Parce que les missions de “Monsieur bons offices” furent pour la plupart couronnées de succès, la France l’aurait proposé, dit-on, pour succéder à Abdou Diouf à la présidence de l’Organisation internationale de la francophonie (OIF). Une porte de sortie que l’intéressé a gentiment refusé de prendre. Médiateur avisé, Blaise Compaoré n’accorde qu’une oreille polie aux conseils qu’on lui prodigue. “Je n’ai aucun problème à écouter les autres, ni même à recevoir des leçons, assurait-il à “Jeune Afrique” en juillet dernier. Mais ce qui m’intéresse le plus, c’est ce que pensent les Burkinabè”.

Foi en l’avenir

Rassuré par les événements passés, l’homme ne semble pas effrayer par l’avenir. Car, pour l’heure, Blaise Compaoré s’est toujours sorti indemne, ou presque, des mouvements de protestation qui ont secoué le pays des Hommes intègres.

Les émeutes ayant suivi l’assassinat, en 1998, du journaliste Norbert Zongo qui enquêtait alors sur la mort mystérieuse du chauffeur de François Compaoré, le frère du président, ont à peine fait vaciller son pouvoir. Il faudra l’onde de choc du printemps arabe en 2011 pour que le palais de Kosyam prenne un peu plus la mesure du danger des colères qui couvent. Comme portés par le vent de liberté soufflant depuis la Tunisie, des milliers d’étudiants étaient sortis dans la rue pour protester contre la répression policière, la vie chère et la corruption.
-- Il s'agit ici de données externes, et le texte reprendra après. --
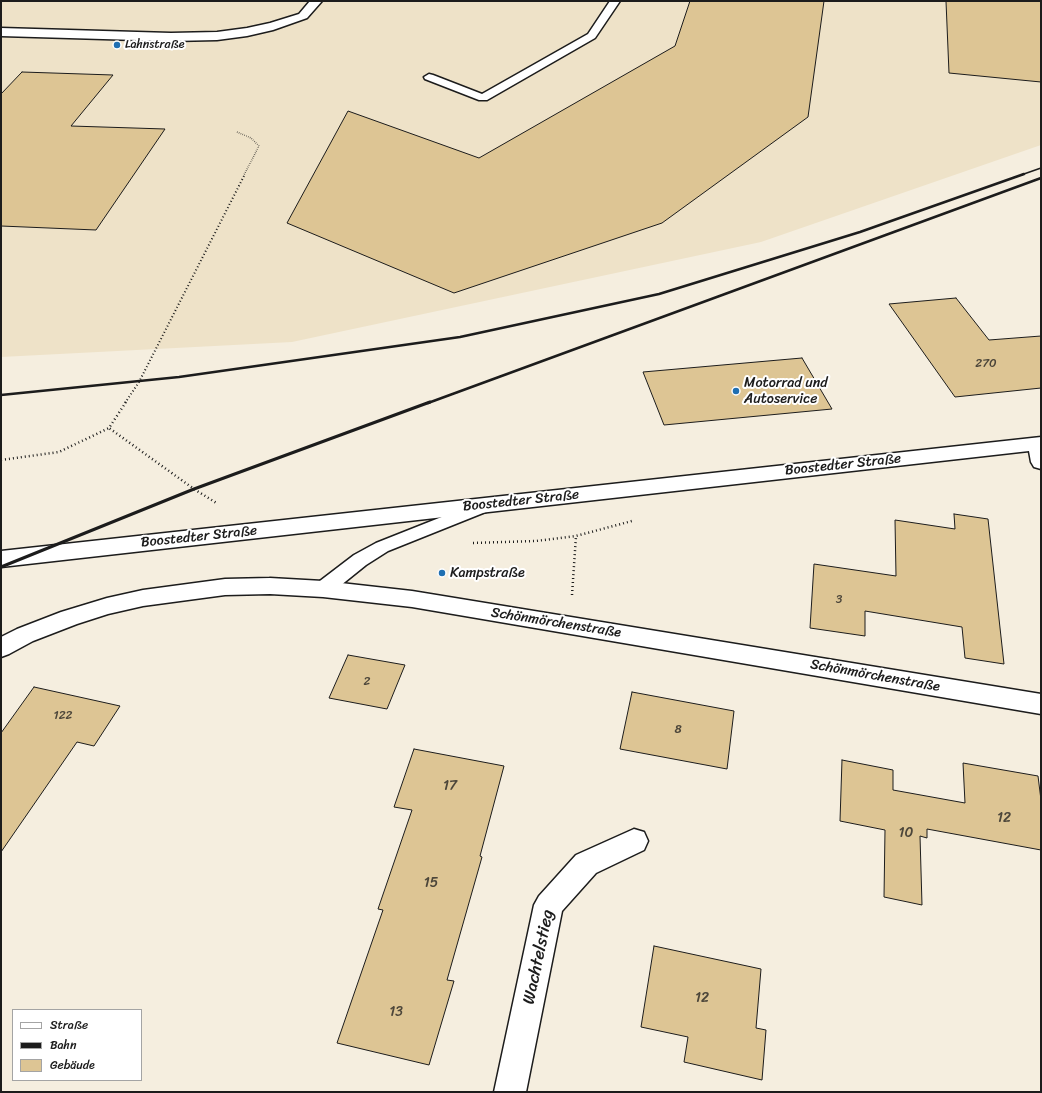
<!DOCTYPE html>
<html>
<head>
<meta charset="utf-8">
<style>
	body { margin:0 }
	#map { position:relative; width:1042px; height:1093px; overflow:hidden; background:#f5eedf; font-family:Sriracha,sans-serif }
	canvas { display:block }
	.frame { position:absolute; inset:0; border:2px solid #1c1c1c; pointer-events:none }
	.legend { position:absolute; left:12px; top:1009px; width:130px; height:72px; box-sizing:border-box; background:#fff; border:1px solid #a4a4a4; margin:0; padding:5px 7px; list-style:none; font-size:12px; color:#1c1c1c }
	.legend li { display:flex; align-items:center; gap:8px; height:20px }
	.legend b { width:20px; border:1px solid #a4a4a4 }
</style>
</head>
<body>
<div id="map">
<canvas width="1042" height="1093"></canvas>
<div class="frame"></div>
<ul class="legend">
<li><b style="height:5px;background:#fff"></b>Straße</li>
<li><b style="height:5px;background:#1c1c1c"></b>Bahn</li>
<li><b style="height:11px;background:#ddc594"></b>Gebäude</li>
</ul>
</div>
<script>
const ctx = document.querySelector('canvas').getContext('2d');
ctx.lineJoin = 'round';
function paint(path, color) { ctx.fillStyle = color; ctx.fill(path, 'evenodd'); }
const toPath = rows => new Path2D(rows.map(r => 'M' + r).join(''));
function trace(path, color, width, dash) { ctx.strokeStyle = color; ctx.lineWidth = width; ctx.lineCap = dash ? 'butt' : 'round'; ctx.setLineDash(dash || []); ctx.stroke(path); }
function drawText(font, color, halo, rows, align = 'center') {
  ctx.font = font + ' Sriracha,sans-serif'; ctx.lineWidth = 4; ctx.setLineDash([]); ctx.textBaseline = 'middle'; ctx.strokeStyle = halo; ctx.fillStyle = color; for (const [text, x, y, turn = 0] of rows) {
    ctx.save(); ctx.translate(x, y); ctx.rotate((+turn || 0) * Math.PI / 180); ctx.textAlign = isNaN(turn) ? turn : align; if (halo) ctx.strokeText(text, 0, 0); ctx.fillText(text, 0, 0); ctx.restore();
  }
}
paint(toPath([
	[1,1,1041,1,1041,145,761,242,292,342,1,357]
]), '#eee2c8');
const building = toPath([
	[690,1,824,1,808,117,662,223,454,293,287,223,348,111,479,158,675,46,690,1],
	[946,1,1041,1,1041,82,949,73,946,1],
	[22,72,113,75,71,126,165,129,96,230,1,226,1,94,22,72],
	[956,298,989,340,1041,336,1041,388,955,397,889,304,956,298],
	[802,358,832,409,664,425,643,372,802,358],
	[954,514,988,519,1004,664,965,658,962,627,865,611,865,636,810,628,814,564,896,576,895,520,955,529,954,514],
	[348,655,405,665,387,709,329,698,348,655],
	[34,687,120,706,94,746,77,742,1,852,1,733,34,687],
	[632,692,734,711,727,769,620,749,632,692],
	[414,749,504,766,480,856,482,857,447,980,454,981,429,1065,337,1043,383,910,378,909,412,810,394,807,414,749],
	[842,760,893,770,893,790,965,803,963,763,1038,776,1041,800,1041,850,927,829,927,838,920,836,922,905,884,897,885,830,840,821,842,760],
	[654,946,761,969,756,1028,766,1030,762,1080,684,1062,688,1037,641,1027,654,946]
]);
paint(building, '#ddc594');
trace(building, '#1c1c1c', 1);
const lane = toPath([
	[610,1,620,1,595,38,487,100,479,100,425,79,424,77,429,74,433,75,482,94,588,34,610,1],
	[487,499,493,501,496,505,493,509,388,551,366,565,330,594,323,596,316,594,314,589,316,584,354,555,376,543,487,499]
]);
const street = toPath([
	[310,1,322,1,307,18,273,30,247,36,217,40,171,41,1,36,1,28,171,33,217,32,247,28,270,23,299,14,310,1],
	[634,829,644,832,648,841,644,850,596,873,562,911,526,1092,494,1092,534,905,539,896,576,855,634,829]
]);
const secondary = toPath([
	[1041,437,1041,469,1034,467,1031,462,1029,451,1,567,1,551,1041,437],
	[270,578,323,581,412,591,1041,694,1041,714,412,607,323,597,270,594,225,595,143,606,108,614,77,624,33,641,9,654,1,657,1,637,17,629,61,612,107,598,143,590,225,579,270,578]
]);
trace(lane, '#1c1c1c', 3);
trace(street, '#1c1c1c', 3);
trace(secondary, '#1c1c1c', 3);
trace(toPath([
	[237,132,251,138,259,146,244,175]
]), '#1c1c1c', 1.5, [0.5, 1.5]);
trace(toPath([
	[125,403,139,382,245,174]
]), '#1c1c1c', 2, [1, 2.5]);
trace(toPath([
	[126,402,109,428,194,489,218,504],
	[1,460,59,452,109,428],
	[473,543,536,541,576,536,632,521],
	[572,595,576,536]
]), '#1c1c1c', 2.5, [1, 3]);
paint(lane, '#fff');
paint(street, '#fff');
paint(secondary, '#fff');
trace(toPath([
	[1021,175,1041,168]
]), '#1c1c1c', 1.5);
trace(toPath([
	[1,395,179,377,460,337,659,294,860,232,1024,174],
	[428,403,1041,178]
]), '#1c1c1c', 2.5);
trace(toPath([
	[1,567,194,489,430,402]
]), '#1c1c1c', 3);
for (const [x, y, r, color] of [
	[117,45,4,"#1f6fb2"],
	[736,391,4,"#1f6fb2"],
	[442,573,4,"#1f6fb2"]
]) { const dot = new Path2D(); dot.arc(x, y, r, 0, 2 * Math.PI); ctx.fillStyle = color; ctx.fill(dot); trace(dot, '#fff', 1.5); }
drawText('12px', '#1c1c1c', '#fff', [
	["Lahnstraße",125,45]
], 'left');
drawText('12px', '#4c463a', null, [
	["270",986,364],
	["3",839,600],
	["2",367,682],
	["122",63,716],
	["8",678,730]
]);
drawText('14px', '#1c1c1c', '#fff', [
	["Motorrad und",744,383],
	["Autoservice",744,399],
	["Kampstraße",450,573]
], 'left');
drawText('14px', '#1c1c1c', '#fff', [
	["Boostedter Straße",843,465,-6],
	["Boostedter Straße",521,501,-6],
	["Boostedter Straße",199,537,-6],
	["Schönmörchenstraße",556,623,9],
	["Schönmörchenstraße",875,676,10]
]);
drawText('14px', '#4c463a', null, [
	["17",450,786],
	["12",1004,818],
	["10",906,833],
	["15",431,883],
	["12",702,998],
	["13",396,1012]
]);
drawText('17px', '#1c1c1c', '#fff', [
	["Wachtelstieg",539,957,-78]
]);
</script>
</body>
</html>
Dans la foulée, de jeunes éléments de l’armée se sentant inconsidérés déclenchaient une violente mutinerie, obligeant le chef de l’État à quitter la capitale. Les autorités parviendront toutefois à éteindre les braises à coups de limogeages, de libérations et d’ouvertures d’enquêtes.

Aujourd’hui, l’opposition burkinabè qui appelle à la désobéissance civile semble n’avoir jamais été aussi déterminée, et leurs revendications aussi claires. La réponse qu’elle attend du président devra, cette fois-ci peut-être, aller au-delà de quelques ajustements.